Sara182 · 26/04/2023 22:19

Good evening all.

I am panicking about my upcoming child arrangement order hearing. Is it likely if tow parents are working Monday - Friday 9-5, that every weekend contact will be ordered?

OP posts:
Dontbelieveaword · 26/04/2023 22:52

Has there been no inkling whatsoever in the build up to the hearing of what both parties are wanting/requesting or are you disagreeing? Is one party asking for 50/50 shared contact?
If there are no reasons not to (eg, abuse, neglect etc) and one party is asking for weekend contact then it's likely that they could order either every other weekend or a split weekend.
But it's impossible to predict or even guess on so little information, I'm afraid.

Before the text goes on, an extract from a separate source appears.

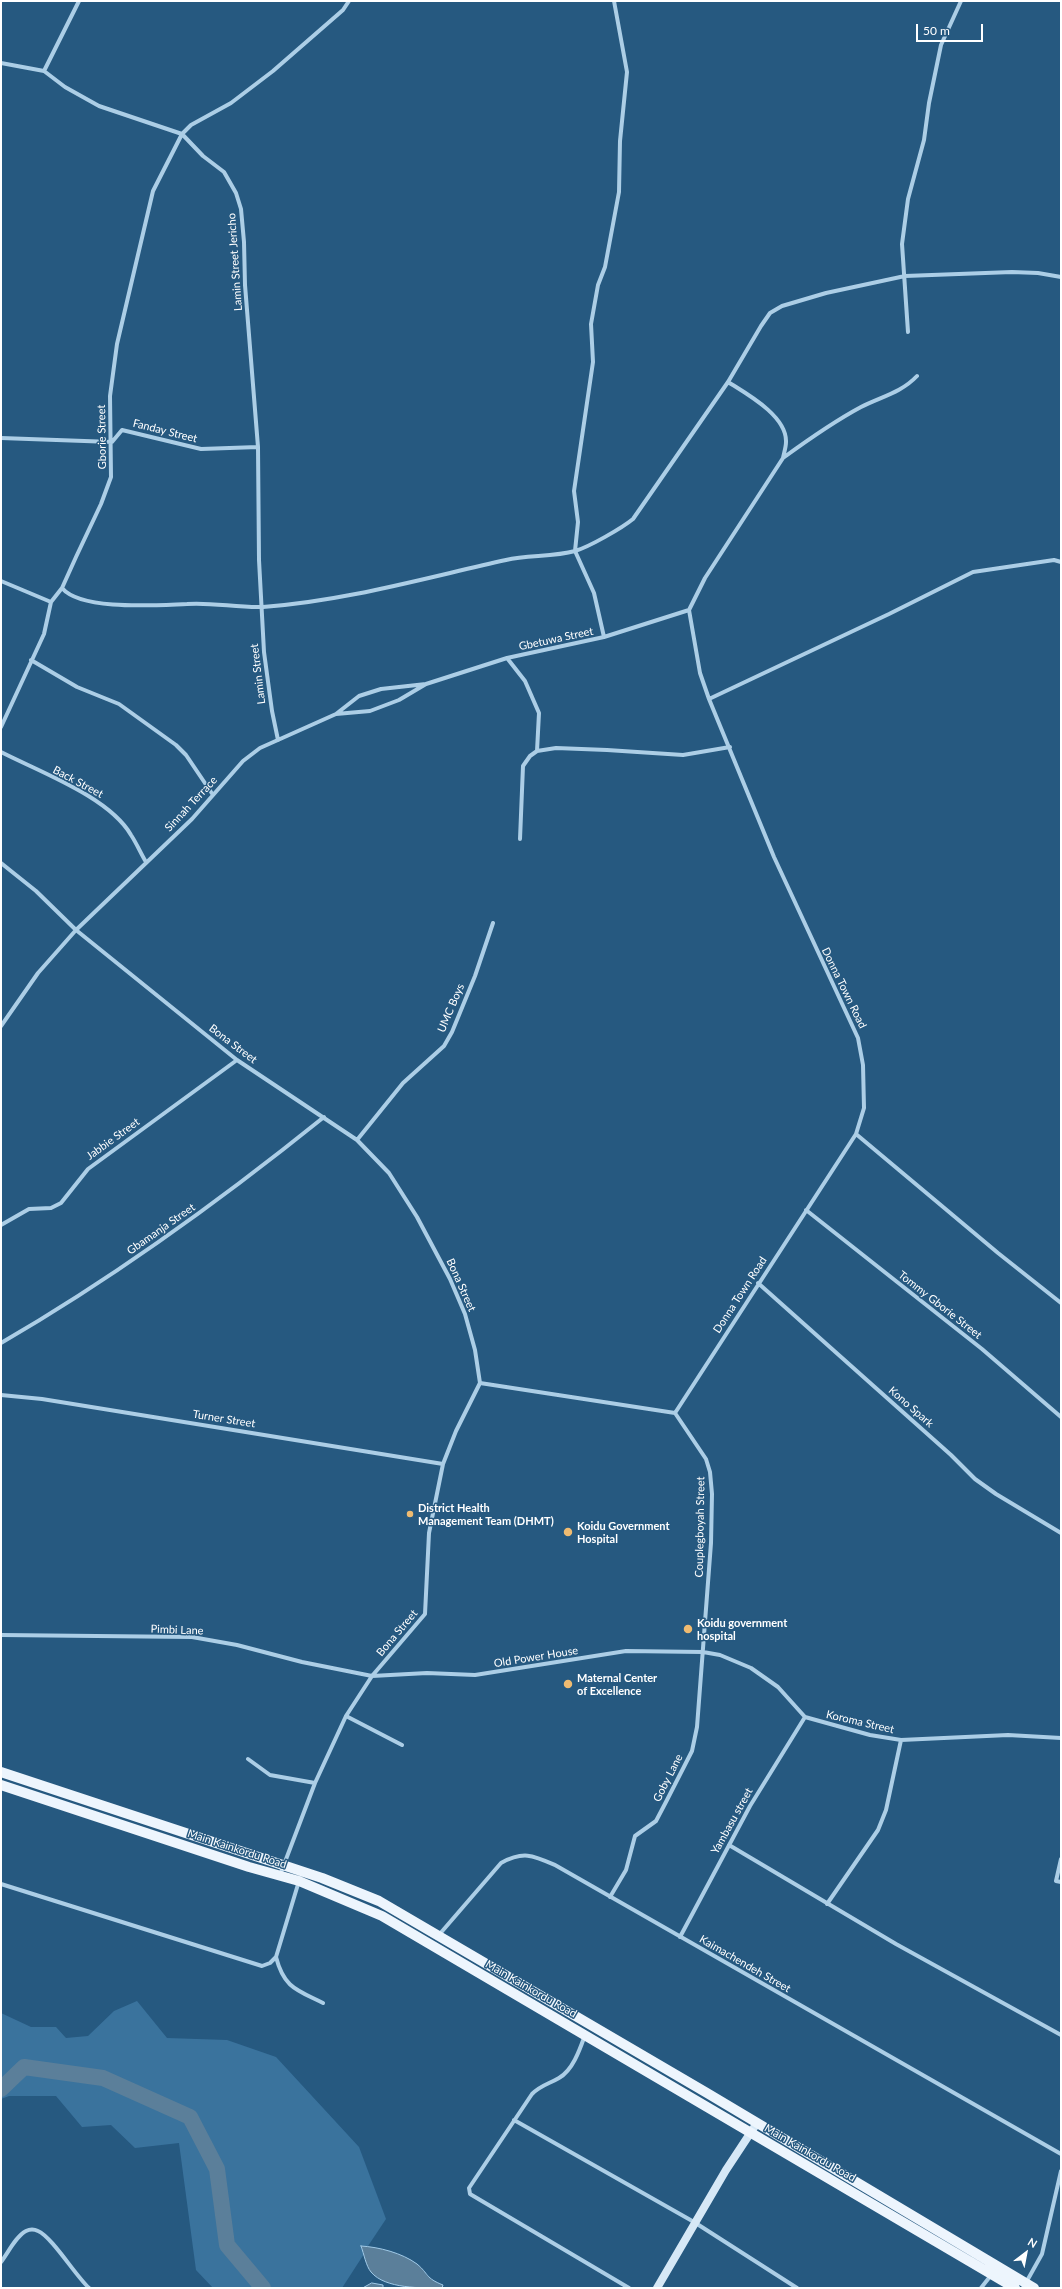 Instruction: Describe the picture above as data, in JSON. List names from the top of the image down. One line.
{"streets":{"main road":["Main Kainkordu Road"],"street":["Lamin Street Jericho","Fanday Street","Gborie Street","Gbetuwa Street","Lamin Street","Back Street","Sinnah Terrace","Donna Town Road","UMC Boys","Bona Street","Jabbie Street","Gbamanja Street","Tommy Gborie Street","Kono Spark","Turner Street","Couplegboyah Street","Pimbi Lane","Old Power House","Koroma Street","Goby Lane","Yambasu street","Kaimachendeh Street"]},"crossings":[["Lamin Street Jericho","Fanday Street"],["Lamin Street Jericho","Gborie Street"],["Lamin Street Jericho","Lamin Street"],["Fanday Street","Gborie Street"],["Gbetuwa Street","Sinnah Terrace"],["Gbetuwa Street","Donna Town Road"],["Lamin Street","Sinnah Terrace"],["Back Street","Sinnah Terrace"],["Sinnah Terrace","Bona Street"],["Donna Town Road","Tommy Gborie Street"],["Donna Town Road","Kono Spark"],["Donna Town Road","Couplegboyah Street"],["UMC Boys","Bona Street"],["Bona Street","Jabbie Street"],["Bona Street","Gbamanja Street"],["Bona Street","Turner Street"],["Bona Street","Pimbi Lane"],["Bona Street","Old Power House"],["Bona Street","Main Kainkordu Road"],["Couplegboyah Street","Old Power House"],["Couplegboyah Street","Goby Lane"],["Pimbi Lane","Old Power House"],["Old Power House","Goby Lane"],["Koroma Street","Yambasu street"],["Goby Lane","Kaimachendeh Street"],["Yambasu street","Kaimachendeh Street"],["Main Kainkordu Road","Kaimachendeh Street"]],"places":["District Health Management Team (DHMT)","Koidu Government Hospital","Koidu government hospital","Maternal Center of Excellence"],"scale_bar":"50 m","north":"top right"}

ThisSingleMama · 26/04/2023 22:55

Very unlikely!

TizerorFizz · 26/04/2023 22:55

@Sara It depends on age of children and their views. What else do Dc do at weekends? It’s quite usual for the non resident parent to have 5/14 days/nights. So I would start thinking about how this might be accommodated. Is there any reason why weekends plus a weekday are difficult?

ForTheSakeOfThePenguin · 26/04/2023 23:00

It is unlikely, kids need their weekends with each parent to bond with them. I think it is almost impossible for this to happen UNLESS you agree to it OR if your children are teenagers with strong views of where they want to spend the weekend.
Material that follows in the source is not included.